Calving is one of my favorite seasons on the ranch. I was reminded of this on Sunday morning as I watched young calves buck and run against the backdrop of a wonderful sunrise. Our snow-laden and cold weather have given way to a much more welcome warming trend this week; much better conditions for calving season.
Unfortunately, calving season is not all play and watching the sunrise. It comes with its own share of difficulties. First, it was the prolapsed cow that I fought in the snow on Wednesday. Unable to correct the problem due to excessive tearing and straining, we sutured her up and sent her to auction. Then just as I thought I would escape unscathed on Saturday, the sky came falling.
As I make my morning rounds, checking each group of cows for newborns and cows that show signs of impending parturition (labor), I make note of any cows that I need to return and check on later. On my second round I found one heifer that had given birth to a stillborn. Not much I can do about that, but at least the heifer is ok. Then I had a cow that was off by herself and made me a little uneasy. After giving her another hour, and with no progress being made, I walked her up to the corral for an examination by palpation. As soon as I felt a tail in the birth canal, I knew things were not good.
Dystocia can be caused by a number of elements. Twins, incorrect fetal presentation in the birth canal, or even hormonal imbalance in the cow.
This is a normal presentation of calving:
As you can see, the legs go first through the birth canal, over the pelvic rim, with the head on top.

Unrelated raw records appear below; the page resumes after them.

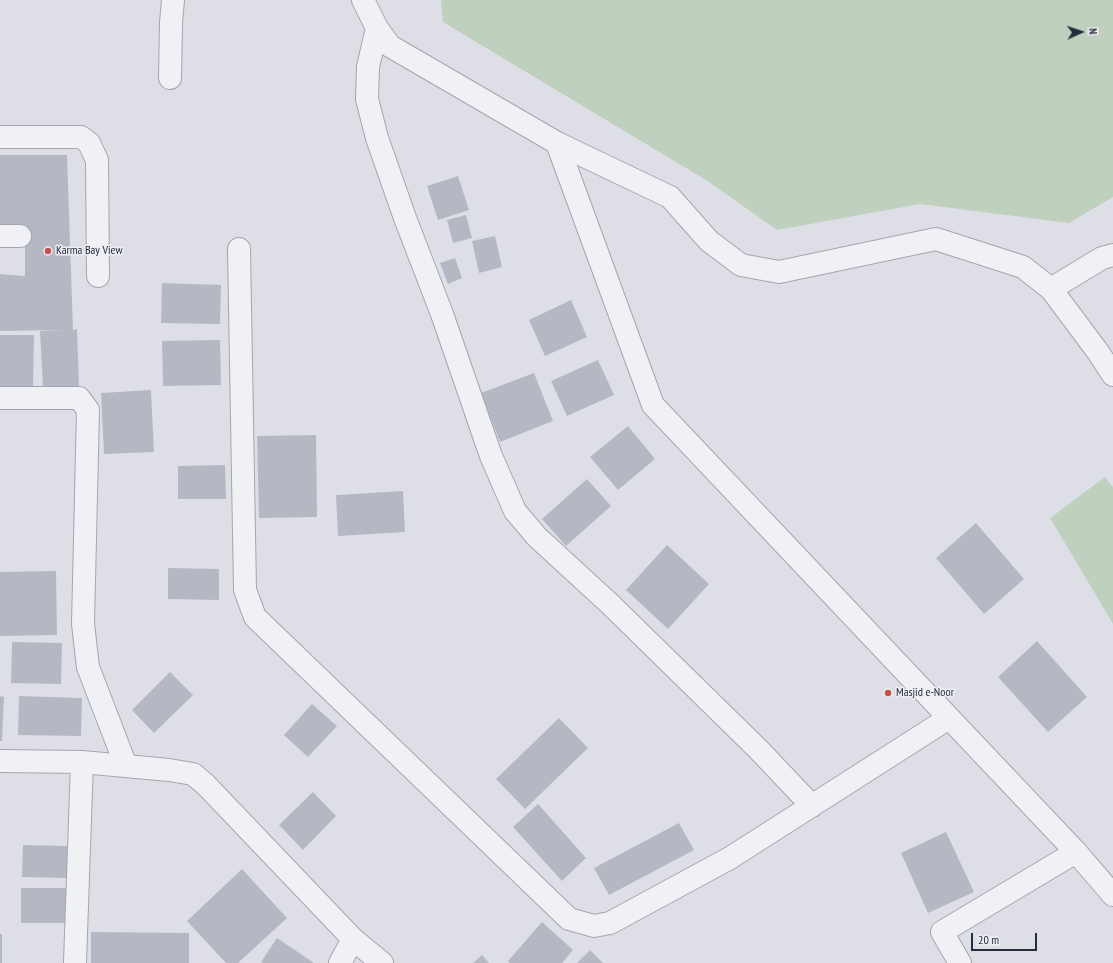 <!DOCTYPE html>
<html>
<head>
<meta charset="utf-8">
<style>
	body { margin:0 }
	#map { position:relative; width:1113px; height:963px; overflow:hidden; background:#dedfe6; font-family:"PT Sans Narrow",sans-serif }
	canvas { display:block }
	.north { position:absolute; left:1061px; top:12px; width:40px; height:40px; -webkit-text-stroke:3px #edeef4; paint-order:stroke; rotate:87deg; font-size:11px; font-weight:700; line-height:16px; text-align:center; color:#282b3c }
	.north::after { content:''; display:block; margin:auto; width:14px; height:18px; background:#282b3c; clip-path:polygon(50% 0,100% 100%,50% 72%,0 100%) }
	.scale { position:absolute; left:971px; top:933px; width:66px; height:18px; box-sizing:border-box; border:2px solid #282b3c; border-top:0; padding-left:5px; font-size:12px; line-height:14px; white-space:nowrap; color:#282b3c; -webkit-text-stroke:3px #edeef4; paint-order:stroke }
</style>
</head>
<body>
<div id="map">
<canvas width="1113" height="963"></canvas>
<div class="north">N</div>
<div class="scale">20 m</div>
</div>
<script>
const ctx = document.querySelector('canvas').getContext('2d');
ctx.lineJoin = 'round';
function paint(path, color) {
  ctx.fillStyle = color;
  ctx.fill(path, 'evenodd');
}
function strokePath(path, color, width, dash) {
  ctx.strokeStyle = color;
  ctx.lineWidth = width;
  ctx.lineCap = dash ? 'butt' : 'round';
  ctx.setLineDash(dash || []);
  ctx.stroke(path);
}
function drawText(font, color, halo, rows, align = 'center') {
  ctx.font = font + ' "PT Sans Narrow",sans-serif';
  ctx.lineWidth = 3;
  ctx.setLineDash([]);
  ctx.textBaseline = 'middle';
  ctx.strokeStyle = halo;
  ctx.fillStyle = color;
  for (const [text, x, y, turn = 0] of rows) {
    ctx.save();
    ctx.translate(x, y);
    ctx.rotate((+turn || 0) * Math.PI / 180);
    ctx.textAlign = isNaN(turn) ? turn : align;
    if (halo) ctx.strokeText(text, 0, 0);
    ctx.fillText(text, 0, 0);
    ctx.restore();
  }
}
const green = new Path2D(`
	M441,0H1113V197L1069,223L920,204L777,230L706,180L443,22Z
	M1105,477L1113,487V624L1050,518Z`);
const building = new Path2D(`
	M0,155H67L73,330L77,329L79,386L43,387L40,331L64,330L0,331V274L25,276V229L0,228Z
	M458,176L469,210L438,220L427,186Z
	M466,215L472,238L453,243L447,220Z
	M495,236L502,267L479,273L472,241Z
	M455,258L462,278L448,284L440,263Z
	M162,283L221,285L220,324L161,323Z
	M571,300L587,337L545,356L529,320Z
	M0,335H34L33,388H0Z
	M220,340L221,385L163,386L162,341Z
	M598,360L614,395L567,416L551,381Z
	M534,373L553,421L500,442L481,393Z
	M151,390L154,452L104,454L101,393Z
	M628,426L655,459L618,490L590,457Z
	M316,435L317,517L259,518L257,436Z
	M225,465L226,499H178V466Z
	M587,479L611,506L566,546L542,519Z
	M403,491L405,532L338,536L336,495Z
	M976,523L1024,579L984,614L936,558Z
	M667,545L709,584L668,629L626,590Z
	M168,568L219,569V600L168,599Z
	M56,571L57,635L0,636V572Z
	M1037,641L1087,697L1048,732L998,677Z
	M12,642L62,643L61,684L11,683Z
	M170,672L193,695L154,733L132,710Z
	M0,696L4,697L2,741H0Z
	M19,696L82,698L81,736L18,735Z
	M312,704L337,726L308,757L284,735Z
	M559,718L588,748L525,809L496,779Z
	M313,792L336,816L303,850L279,825Z
	M538,804L586,858L562,881L513,827Z
	M679,823L694,850L609,895L594,868Z
	M946,832L974,892L928,913L901,853Z
	M23,845L68,846V878L22,877Z
	M242,869L287,918L238,963H226L187,921Z
	M21,888H70V923H21Z
	M542,922L573,950L562,963H510L508,961Z
	M91,932L189,933V963H91Z
	M0,934H2V963H0Z
	M277,938L314,963H263L261,962Z
	M590,950L603,963H577Z
	M482,955L489,963H473Z`);
const minor = new Path2D(`
	M363,0L377,28L390,46L557,143L670,197L709,241L741,265L779,272L936,239L1023,267L1051,289L1098,352L1113,375
	M377,28L368,67L367,99L377,138L405,218L442,314L491,456L515,511L537,537L610,604L759,750L812,806
	M170,78L171,23L173,0
	M0,137H81L89,143L97,160L98,276
	M557,143L653,405L1076,852L1113,895
	M0,236H20
	M239,249L245,590L255,617L569,919L594,926L610,923L730,858L949,718
	M1051,289L1102,258L1113,255
	M0,398H79L88,410L83,624L88,667L126,766
	M0,761L82,762L169,770L193,774L206,785L353,939L382,963
	M75,963L82,762
	M340,963L353,939
	M960,963L942,932L1076,852`);
const markers = [
	[48,251,4,"#c4524a"],
	[888,693,4,"#c4524a"]
];
const poiNames = [
	["Karma Bay View",56,251],
	["Masjid e-Noor",896,693]
];
paint(green, '#c0d0bf');
paint(building, '#b5b8c3');
strokePath(minor, '#a4a5b0', 24);
strokePath(minor, '#f0f1f5', 22);
for (const [x, y, r, color] of markers) {
  const dot = new Path2D();
  dot.arc(x, y, r, 0, 2 * Math.PI);
  ctx.fillStyle = color;
  ctx.fill(dot);
  strokePath(dot, '#edeef4', 1.5);
}
drawText('12px', '#282b3c', '#edeef4', poiNames, 'left');
</script>
</body>
</html>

This calf was presented in a breech position:
This is why I felt a tail in the birth canal. Notice the rear of the calf is blocking the birth canal, with the hind legs underneath the calf, and the head toward the front of the cow. Not an easy fix.
I have encountered several different dystocia problems, but never a breech position. This is where my adrenaline starts pumping. I have to figure out how to fix a problem without ever “seeing” what I have to deal with. But still I had to get the calf delivered in a timely manner. First I had to push the calf back into the uterus and pull the hind legs up, into the birth canal. This is not an easy task when the cow’s contractions are trying to push the calf up and out, not down and back in. After being literally “Up To My Armpits”, and having my arms pressed between the birth canal and the calves legs because of the contractions, I eventually got the calf pushed back in, legs pulled out and everything set to pull.
I hear so many stories of people using a horse, or a wrench, or even worse a vehicle or tractor to pull out a calf. PLEASE NEVER DO THIS! Pulling a calf does not take that much effort. I have pulled many, many calves out with an O.B. chain attached to a handle, and only the strength all 160 lbs. of this guy can muster. Or better yet, only some hay twine. If things are not moving along, something is misplaced, like a hiplock. (okay I had to get that out) Call a veterinarian if you have tried for 30 minutes and things are not moving along.
Anyways, I got the calf pulled out only to find it was not breathing. I tried cleaning out its airways, making it sneeze, and even compressions, but to no avail. We lost the calf. But the mother was alive and ok, just a little sore. I kept the cow in the corrals over night for observations. Everything was ok.
All of this to say, being a cattleman during calving season is no easy task. Rather, I would compare it to a labor of love (Mushy, I know right?). We have to consider the cattle to be more than a commodity if we are willing to spend hours upon hours making sure they live. If I dwell on every stillborn calf or prolapsed cow, can you imagine how sorrowful calving season would be? If I keep asking “could I have saved that calf, if I had examined the cow sooner?”, how would I ever make it to save the rest? These skills only come with experience.
When things do go wrong, I consider the loss, and think I have about the fact that I have 499 other chances to get this right.
So today I will get out there and do it all again, not knowing what the cows have in store.